Een enorm aantal engelen stond rondom de troon (Op. 5:11), samen met de 24 profeten met gouden kronen op hun hoofd (Op. 4:4) en de vier serafs vol ogen (Op. 4:6). Allen vielen met hun aangezicht naar beneden voor de troon, een positie van diepe en nederige aanbidding (Op. 4:10), en zeiden Amen. Het woord ‘Amen’ betekent hun volledige instemming met de woorden van de grote schare dat de zaligheid van onze God komt, Die op de troon zit, en van het Lam (Op. 7:10).
- (Op. 7:13-15) 13 En een van de ouderlingen antwoordde en zei tegen mij: Dezen, die bekleed zijn met witte gewaden, wie zijn zij en waar zijn zij vandaan gekomen? 14 En ik zei tegen hem: U weet het, mijn heer.

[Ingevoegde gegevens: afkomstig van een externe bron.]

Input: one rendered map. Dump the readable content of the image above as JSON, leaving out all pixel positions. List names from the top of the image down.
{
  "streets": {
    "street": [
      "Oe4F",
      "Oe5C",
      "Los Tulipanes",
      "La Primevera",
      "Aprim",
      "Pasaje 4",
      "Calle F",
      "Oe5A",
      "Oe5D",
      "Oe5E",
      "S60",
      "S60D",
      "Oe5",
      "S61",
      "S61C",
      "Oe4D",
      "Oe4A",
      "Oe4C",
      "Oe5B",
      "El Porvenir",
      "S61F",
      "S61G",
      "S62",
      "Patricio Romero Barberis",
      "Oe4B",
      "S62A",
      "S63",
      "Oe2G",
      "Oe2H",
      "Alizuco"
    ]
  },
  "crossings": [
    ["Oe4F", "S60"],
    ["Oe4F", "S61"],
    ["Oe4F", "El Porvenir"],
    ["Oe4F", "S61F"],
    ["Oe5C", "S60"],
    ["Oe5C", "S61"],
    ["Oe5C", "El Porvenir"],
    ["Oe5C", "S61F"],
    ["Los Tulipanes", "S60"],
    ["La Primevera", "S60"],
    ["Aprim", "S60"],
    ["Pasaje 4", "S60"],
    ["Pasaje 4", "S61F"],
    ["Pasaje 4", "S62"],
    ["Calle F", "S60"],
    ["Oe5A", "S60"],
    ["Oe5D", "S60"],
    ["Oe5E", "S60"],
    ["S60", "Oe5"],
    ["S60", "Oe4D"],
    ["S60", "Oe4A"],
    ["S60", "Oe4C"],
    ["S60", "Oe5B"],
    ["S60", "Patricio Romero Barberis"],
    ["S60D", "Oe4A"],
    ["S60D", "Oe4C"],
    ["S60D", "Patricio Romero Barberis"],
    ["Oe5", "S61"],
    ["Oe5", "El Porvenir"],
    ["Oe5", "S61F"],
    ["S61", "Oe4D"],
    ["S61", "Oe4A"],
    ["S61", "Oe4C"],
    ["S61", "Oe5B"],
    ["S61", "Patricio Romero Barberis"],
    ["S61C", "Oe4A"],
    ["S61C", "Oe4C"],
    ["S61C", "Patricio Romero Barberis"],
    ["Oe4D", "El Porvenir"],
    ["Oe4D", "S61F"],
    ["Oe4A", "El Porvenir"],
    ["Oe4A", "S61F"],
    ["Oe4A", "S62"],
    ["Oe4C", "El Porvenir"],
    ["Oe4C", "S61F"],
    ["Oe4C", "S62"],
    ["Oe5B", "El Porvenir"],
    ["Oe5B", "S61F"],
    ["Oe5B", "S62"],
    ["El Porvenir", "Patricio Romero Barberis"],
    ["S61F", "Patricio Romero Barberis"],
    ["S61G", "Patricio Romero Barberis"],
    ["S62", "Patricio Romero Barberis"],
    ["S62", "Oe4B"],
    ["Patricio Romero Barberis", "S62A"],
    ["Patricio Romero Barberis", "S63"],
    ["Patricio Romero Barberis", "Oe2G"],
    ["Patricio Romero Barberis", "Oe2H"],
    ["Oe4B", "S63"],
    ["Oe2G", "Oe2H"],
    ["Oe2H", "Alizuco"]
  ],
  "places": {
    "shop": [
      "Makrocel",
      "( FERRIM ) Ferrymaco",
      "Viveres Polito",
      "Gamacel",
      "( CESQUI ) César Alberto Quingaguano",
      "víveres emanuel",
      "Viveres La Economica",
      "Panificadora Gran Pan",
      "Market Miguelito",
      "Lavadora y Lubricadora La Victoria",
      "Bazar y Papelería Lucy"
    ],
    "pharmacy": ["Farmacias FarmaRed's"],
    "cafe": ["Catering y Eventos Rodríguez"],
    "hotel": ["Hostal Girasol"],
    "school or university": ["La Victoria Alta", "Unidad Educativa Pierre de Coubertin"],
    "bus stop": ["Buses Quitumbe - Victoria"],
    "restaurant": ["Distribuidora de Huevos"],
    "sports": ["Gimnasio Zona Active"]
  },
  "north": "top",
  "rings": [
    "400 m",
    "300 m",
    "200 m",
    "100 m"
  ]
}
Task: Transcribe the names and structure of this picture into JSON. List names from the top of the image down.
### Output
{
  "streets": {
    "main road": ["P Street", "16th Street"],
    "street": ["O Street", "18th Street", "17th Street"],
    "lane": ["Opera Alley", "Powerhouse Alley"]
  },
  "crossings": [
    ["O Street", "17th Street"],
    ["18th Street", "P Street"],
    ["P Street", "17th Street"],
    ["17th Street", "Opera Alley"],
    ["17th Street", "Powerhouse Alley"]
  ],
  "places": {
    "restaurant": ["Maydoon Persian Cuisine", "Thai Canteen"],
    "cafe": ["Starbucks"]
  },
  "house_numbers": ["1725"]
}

En hij zei tegen mij: Dezen zijn het die uit de grote verdrukking komen; en zij hebben hun gewaden gewassen en ze hebben hun gewaden wit gemaakt in het bloed van het Lam 15 Daarom zijn zij vóór de troon van God, en dienen Hem dag en nacht in Zijn tempel. En Hij Die op de troon zit, zal Zijn tent over hen uitspreiden.
Johannes was bekend met de hemelse erfenis van de heiligen, maar blijkbaar verrast over de grote schare die hij zag. Een van de oudere personen wilde om die reden graag Johannes informeren over de grote schare.
Hij vertelde Johannes dat deze personen uit de grote verdrukking zijn gekomen en
hebben hun kleding wit gemaakt in het bloed van het Lam. Dat is een uitdrukking om
aan te geven dat deze personen getrouw zijn gebleven en dat het bloed van de
Christus hen heeft gereinigd:
(1 Johannes 1:7) 7 Maar als wij in het licht wandelen, zoals Hij in het licht is, hebben
wij gemeenschap met elkaar, en het bloed van Jezus Christus, Zijn Zoon, reinigt ons
van alle zonde.
Willibr, (Johannes 5:24) 24 Voorwaar, voorwaar, Ik zeg u: wie luistert naar mijn
woord en gelooft in Hem die Mij zond, heeft eeuwig leven en is aan geen oordeel
onderworpen, hij is immers reeds uit die dood naar het leven overgegaan.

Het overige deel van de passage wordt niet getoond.